* _ABOUT THIS EXERCISE_:
In the listing below, find the line with "c.setLineDash([]);" and the line with "M 2325,5 L 2372,4 L 2372,5 L 2371,11 Z". Repeat those two lines and all lines between them exactly.

* _GIVEN INFORMATION_:
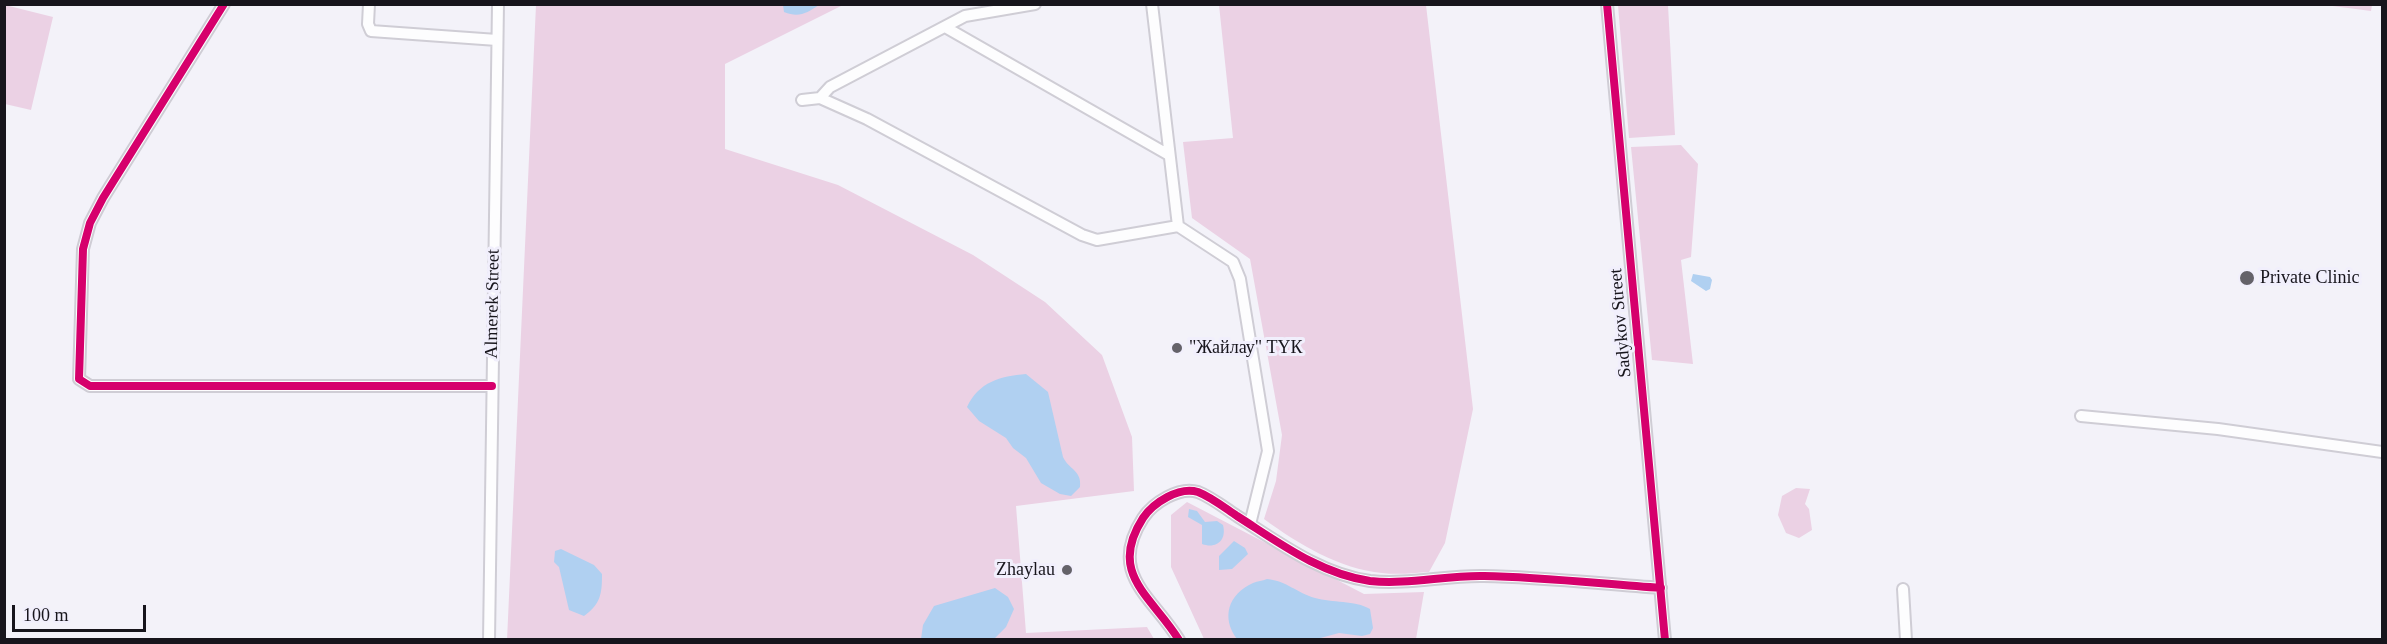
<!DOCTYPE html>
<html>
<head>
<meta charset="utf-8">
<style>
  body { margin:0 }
  #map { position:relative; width:2387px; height:644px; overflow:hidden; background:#f3f2f9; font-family:Georgia,serif }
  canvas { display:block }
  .frame { position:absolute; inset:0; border:6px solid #17151c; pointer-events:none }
  .scale { position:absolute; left:12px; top:605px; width:134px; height:27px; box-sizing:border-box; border:3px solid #17151c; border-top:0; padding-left:8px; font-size:18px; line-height:21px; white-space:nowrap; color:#17151c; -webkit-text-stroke:4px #f1effc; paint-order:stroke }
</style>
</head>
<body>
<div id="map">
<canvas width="2387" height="644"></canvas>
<div class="frame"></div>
<div class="scale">100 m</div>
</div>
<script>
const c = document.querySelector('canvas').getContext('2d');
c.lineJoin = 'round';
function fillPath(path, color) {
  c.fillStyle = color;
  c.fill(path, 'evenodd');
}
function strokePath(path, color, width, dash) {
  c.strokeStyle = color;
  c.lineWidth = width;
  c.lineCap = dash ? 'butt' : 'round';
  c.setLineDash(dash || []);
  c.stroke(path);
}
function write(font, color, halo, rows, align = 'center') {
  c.font = font + ' Georgia,serif';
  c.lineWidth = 6;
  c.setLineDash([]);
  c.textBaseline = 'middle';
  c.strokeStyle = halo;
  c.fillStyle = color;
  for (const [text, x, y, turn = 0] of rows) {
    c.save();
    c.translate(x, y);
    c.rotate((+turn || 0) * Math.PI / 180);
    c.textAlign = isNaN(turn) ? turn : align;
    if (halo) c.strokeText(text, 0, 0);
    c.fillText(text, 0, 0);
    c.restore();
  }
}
fillPath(new Path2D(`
  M 5,5 L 53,17 L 31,110 L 5,104 Z
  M 536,5 L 843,5 L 725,64 L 725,149 L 838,185 L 973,255 L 1045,302 L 1102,355 L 1132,437 L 1134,491 L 1016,506 L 1026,633 L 1147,627 L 1154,639 L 507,640 Z
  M 1219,5 L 1426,5 L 1473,409 L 1445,543 L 1429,572 C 1414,573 1397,575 1382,573 C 1340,569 1298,544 1264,519 L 1276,481 L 1282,435 L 1250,259 L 1192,218 L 1183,142 L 1233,138 Z
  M 1618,5 L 1668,5 L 1675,135 L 1629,138 Z
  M 2325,5 L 2372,4 L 2372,5 L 2371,11 Z
  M 1681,145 L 1698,164 L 1691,257 L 1681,260 L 1693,364 L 1652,360 L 1631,147 Z
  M 1796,488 L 1810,489 L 1805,504 L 1809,509 L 1812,530 L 1799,538 L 1786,533 L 1778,515 L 1782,496 Z
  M 1187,502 L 1364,594 L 1424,592 L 1416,639 L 1204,639 L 1171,567 L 1171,515 Z`), '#ebd1e4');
fillPath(new Path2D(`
  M 783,5 L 783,4 L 819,5 C 807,13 799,18 784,12 Z
  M 1693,274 L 1710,277 L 1712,280 L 1710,289 L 1706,291 L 1691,281 Z
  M 1026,374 L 1048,392 L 1063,457 C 1069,470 1082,470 1080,487 L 1071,496 L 1060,494 L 1041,483 L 1026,458 L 1013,448 L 1006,438 L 979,421 L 967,407 C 979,382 1000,376 1026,374 Z
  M 1189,509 L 1197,511 L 1205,522 L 1217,521 L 1223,525 C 1227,541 1216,549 1202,544 L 1202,525 L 1188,517 Z
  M 1234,541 L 1245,548 L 1248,554 L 1232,569 L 1219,570 L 1219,556 Z
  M 561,549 L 594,565 L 602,574 C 602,593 601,604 584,616 L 569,610 L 559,567 L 554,562 L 555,551 Z
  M 1267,579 C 1287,581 1297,593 1315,598 C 1332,603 1355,600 1370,609 L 1373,628 L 1370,634 L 1362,636 L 1339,633 L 1313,640 L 1237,639 C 1221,618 1228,594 1253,583 C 1258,581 1262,581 1267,579 Z
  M 995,588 L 1008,597 L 1014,609 L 1006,627 L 994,639 L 921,639 L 923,625 L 934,606 Z`), '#b0d0f1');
const minor = new Path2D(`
  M 224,4 L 103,198 L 90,223 L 83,249 L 79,379 L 90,386 L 492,386
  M 369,4 L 368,24 L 371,31 L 497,40
  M 1152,4 L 1178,226 L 1233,262 L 1240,279 L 1268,451 L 1250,524
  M 1607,4 L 1665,640
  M 945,27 L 1169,155
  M 820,98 L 867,119 L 1082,235 L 1097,240 L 1178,226
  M 802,100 L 820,98 L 830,87 L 965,16 L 1035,4
  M 2081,416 L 2218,429 L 2382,452
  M 1903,589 L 1906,640
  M 489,640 L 498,4
  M 1179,640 C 1152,596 1107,574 1143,518 C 1153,503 1179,486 1198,492 C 1211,497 1225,508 1237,516 C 1278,542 1320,574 1370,581 C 1408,585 1446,575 1484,576 C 1543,577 1602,584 1661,588`);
strokePath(minor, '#cfcdd5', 14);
strokePath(minor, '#fdfdfe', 10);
strokePath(new Path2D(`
  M 224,4 L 103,198 L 90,223 L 83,249 L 79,379 L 90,386 L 492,386
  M 1607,4 L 1665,640
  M 1179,640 C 1152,596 1107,574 1143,518 C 1153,503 1179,486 1198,492 C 1211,497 1225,508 1237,516 C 1278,542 1320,574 1370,581 C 1408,585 1446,575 1484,576 C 1543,577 1602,584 1661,588`), '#d6006c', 8);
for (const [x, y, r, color] of [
  [2247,278,8,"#646269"],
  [1177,348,6,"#646269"],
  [1067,570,6,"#646269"]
]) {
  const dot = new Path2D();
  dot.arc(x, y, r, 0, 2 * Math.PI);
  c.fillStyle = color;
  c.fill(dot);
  strokePath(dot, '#f1effc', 2);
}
write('18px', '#17151c', '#f1effc', [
  ["Private Clinic",2260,278],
  ["\"Жайлау\" ТҮК",1189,348],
  ["Zhaylau",1055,570,"right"]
], 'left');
write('18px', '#17151c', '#f1effc', [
  ["Almerek Street",493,304,-89],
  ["Sadykov Street",1621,323,-95]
]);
</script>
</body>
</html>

* _FINAL ANSWER_:
  c.setLineDash([]);
  c.textBaseline = 'middle';
  c.strokeStyle = halo;
  c.fillStyle = color;
  for (const [text, x, y, turn = 0] of rows) {
    c.save();
    c.translate(x, y);
    c.rotate((+turn || 0) * Math.PI / 180);
    c.textAlign = isNaN(turn) ? turn : align;
    if (halo) c.strokeText(text, 0, 0);
    c.fillText(text, 0, 0);
    c.restore();
  }
}
fillPath(new Path2D(`
  M 5,5 L 53,17 L 31,110 L 5,104 Z
  M 536,5 L 843,5 L 725,64 L 725,149 L 838,185 L 973,255 L 1045,302 L 1102,355 L 1132,437 L 1134,491 L 1016,506 L 1026,633 L 1147,627 L 1154,639 L 507,640 Z
  M 1219,5 L 1426,5 L 1473,409 L 1445,543 L 1429,572 C 1414,573 1397,575 1382,573 C 1340,569 1298,544 1264,519 L 1276,481 L 1282,435 L 1250,259 L 1192,218 L 1183,142 L 1233,138 Z
  M 1618,5 L 1668,5 L 1675,135 L 1629,138 Z
  M 2325,5 L 2372,4 L 2372,5 L 2371,11 Z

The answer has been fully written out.